Problem:

One of the country's largest urban rail transportation systems had experienced years of contentious history with its five labor unions. Most everything either of the parties suggested was rejected or refused by the other side out of sheer spite. Contract talks usually resulted in work stoppages and contract grievances were filed daily. Morale was at an all time low. Management wanted to expand the system to a major airport but the Union wanted available resource to improve current safety and equipment.

Key Issue:

Could the five unions and management form a new culture that would nurture more trustful values, behavior and communication? A culture where the parties could achieve win-win solutions?

Solution:

Taylor-Nelson conducted a culture audit and took the parties off site to craft a new way of working together.
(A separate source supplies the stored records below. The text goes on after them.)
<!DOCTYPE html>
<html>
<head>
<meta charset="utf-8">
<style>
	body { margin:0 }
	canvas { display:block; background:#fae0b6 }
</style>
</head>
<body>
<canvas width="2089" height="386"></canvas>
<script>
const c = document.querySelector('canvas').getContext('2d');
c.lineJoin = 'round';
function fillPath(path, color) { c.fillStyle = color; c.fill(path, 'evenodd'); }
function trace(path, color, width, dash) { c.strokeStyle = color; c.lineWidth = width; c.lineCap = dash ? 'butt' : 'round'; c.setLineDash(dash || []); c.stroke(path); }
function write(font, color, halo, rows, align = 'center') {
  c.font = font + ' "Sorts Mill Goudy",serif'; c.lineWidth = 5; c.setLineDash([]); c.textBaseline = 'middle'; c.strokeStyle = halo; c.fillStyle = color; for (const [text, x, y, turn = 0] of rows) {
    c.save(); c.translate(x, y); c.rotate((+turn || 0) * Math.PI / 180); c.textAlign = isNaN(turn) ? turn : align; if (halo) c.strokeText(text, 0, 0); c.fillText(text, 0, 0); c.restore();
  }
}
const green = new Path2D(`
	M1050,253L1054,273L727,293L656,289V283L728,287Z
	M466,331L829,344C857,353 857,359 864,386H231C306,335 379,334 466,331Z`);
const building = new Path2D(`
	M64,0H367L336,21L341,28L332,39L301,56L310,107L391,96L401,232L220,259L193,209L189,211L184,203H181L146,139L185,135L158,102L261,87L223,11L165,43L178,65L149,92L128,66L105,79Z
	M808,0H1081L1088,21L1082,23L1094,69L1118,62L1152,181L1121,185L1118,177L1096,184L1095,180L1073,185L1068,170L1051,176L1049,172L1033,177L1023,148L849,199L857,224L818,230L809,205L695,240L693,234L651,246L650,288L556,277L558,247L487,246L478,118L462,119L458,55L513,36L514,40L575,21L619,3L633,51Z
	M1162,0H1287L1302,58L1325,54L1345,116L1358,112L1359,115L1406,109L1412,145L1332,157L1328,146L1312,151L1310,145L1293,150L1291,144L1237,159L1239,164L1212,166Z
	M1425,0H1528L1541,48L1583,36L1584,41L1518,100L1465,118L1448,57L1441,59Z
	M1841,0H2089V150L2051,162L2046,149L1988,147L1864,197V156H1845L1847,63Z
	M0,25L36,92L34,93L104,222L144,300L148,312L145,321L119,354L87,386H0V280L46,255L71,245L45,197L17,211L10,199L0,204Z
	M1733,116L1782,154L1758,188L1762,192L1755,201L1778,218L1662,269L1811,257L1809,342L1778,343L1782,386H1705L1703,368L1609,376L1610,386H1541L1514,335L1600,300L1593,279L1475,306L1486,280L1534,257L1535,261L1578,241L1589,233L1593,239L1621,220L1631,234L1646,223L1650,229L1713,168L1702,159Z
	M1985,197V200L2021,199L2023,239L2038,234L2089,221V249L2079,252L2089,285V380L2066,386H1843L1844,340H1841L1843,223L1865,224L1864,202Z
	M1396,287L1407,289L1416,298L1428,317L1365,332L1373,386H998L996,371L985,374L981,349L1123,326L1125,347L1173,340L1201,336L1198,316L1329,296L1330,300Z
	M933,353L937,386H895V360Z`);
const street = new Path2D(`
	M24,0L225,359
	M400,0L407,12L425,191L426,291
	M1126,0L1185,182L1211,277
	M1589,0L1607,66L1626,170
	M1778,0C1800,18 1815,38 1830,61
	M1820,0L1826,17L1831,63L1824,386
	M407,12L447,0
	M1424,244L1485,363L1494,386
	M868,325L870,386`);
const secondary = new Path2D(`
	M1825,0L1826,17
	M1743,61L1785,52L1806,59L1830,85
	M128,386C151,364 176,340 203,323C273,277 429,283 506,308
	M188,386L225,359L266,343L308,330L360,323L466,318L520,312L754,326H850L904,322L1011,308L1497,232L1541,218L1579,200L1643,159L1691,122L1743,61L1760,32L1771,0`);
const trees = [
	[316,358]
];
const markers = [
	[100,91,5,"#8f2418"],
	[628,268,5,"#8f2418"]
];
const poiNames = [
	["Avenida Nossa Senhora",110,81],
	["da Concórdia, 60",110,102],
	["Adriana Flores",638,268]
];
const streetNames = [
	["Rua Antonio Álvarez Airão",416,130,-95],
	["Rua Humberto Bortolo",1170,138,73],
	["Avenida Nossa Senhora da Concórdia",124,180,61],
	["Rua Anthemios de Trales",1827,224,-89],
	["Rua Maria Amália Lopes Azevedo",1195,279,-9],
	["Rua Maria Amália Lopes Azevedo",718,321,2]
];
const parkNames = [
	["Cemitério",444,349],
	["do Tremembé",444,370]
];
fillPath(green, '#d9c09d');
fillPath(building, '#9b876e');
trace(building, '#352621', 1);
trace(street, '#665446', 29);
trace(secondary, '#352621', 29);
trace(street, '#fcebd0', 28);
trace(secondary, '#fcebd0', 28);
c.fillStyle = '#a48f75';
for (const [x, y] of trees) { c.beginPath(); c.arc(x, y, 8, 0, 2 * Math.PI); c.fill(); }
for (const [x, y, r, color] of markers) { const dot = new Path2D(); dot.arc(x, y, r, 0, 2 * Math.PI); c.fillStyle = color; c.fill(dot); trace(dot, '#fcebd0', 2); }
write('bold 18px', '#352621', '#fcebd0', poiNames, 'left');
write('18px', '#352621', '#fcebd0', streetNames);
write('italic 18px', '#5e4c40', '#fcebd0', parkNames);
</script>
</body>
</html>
They helped the parties establish a parallel organization that articulated, trained on and disseminated new values and collaboration skills throughout the organization.  Labor learned more about management concerns; management learned more about labor concerns.

They called their partnership a Joint Labor Management Committee and signed a three-year agreement to share power, improve communication systems and drive participative management throughout the work force. For the first time, top management and leaders from all five unions worked collaboratively to craft a new future for the organization.

Taylor-Nelson helped with the partnership design, facilitated labor-management meetings, and provided coaching to the various constituencies, trained the parties together, mediated disputes, and helped the parties evaluate and make changes along the way.

As a result, grievances were eliminated, three of the unions elected to use win-win bargaining approaches without any work disruption, and two unions elected to return to conventional bargaining. After five years five unions continue to work collaboratively with management.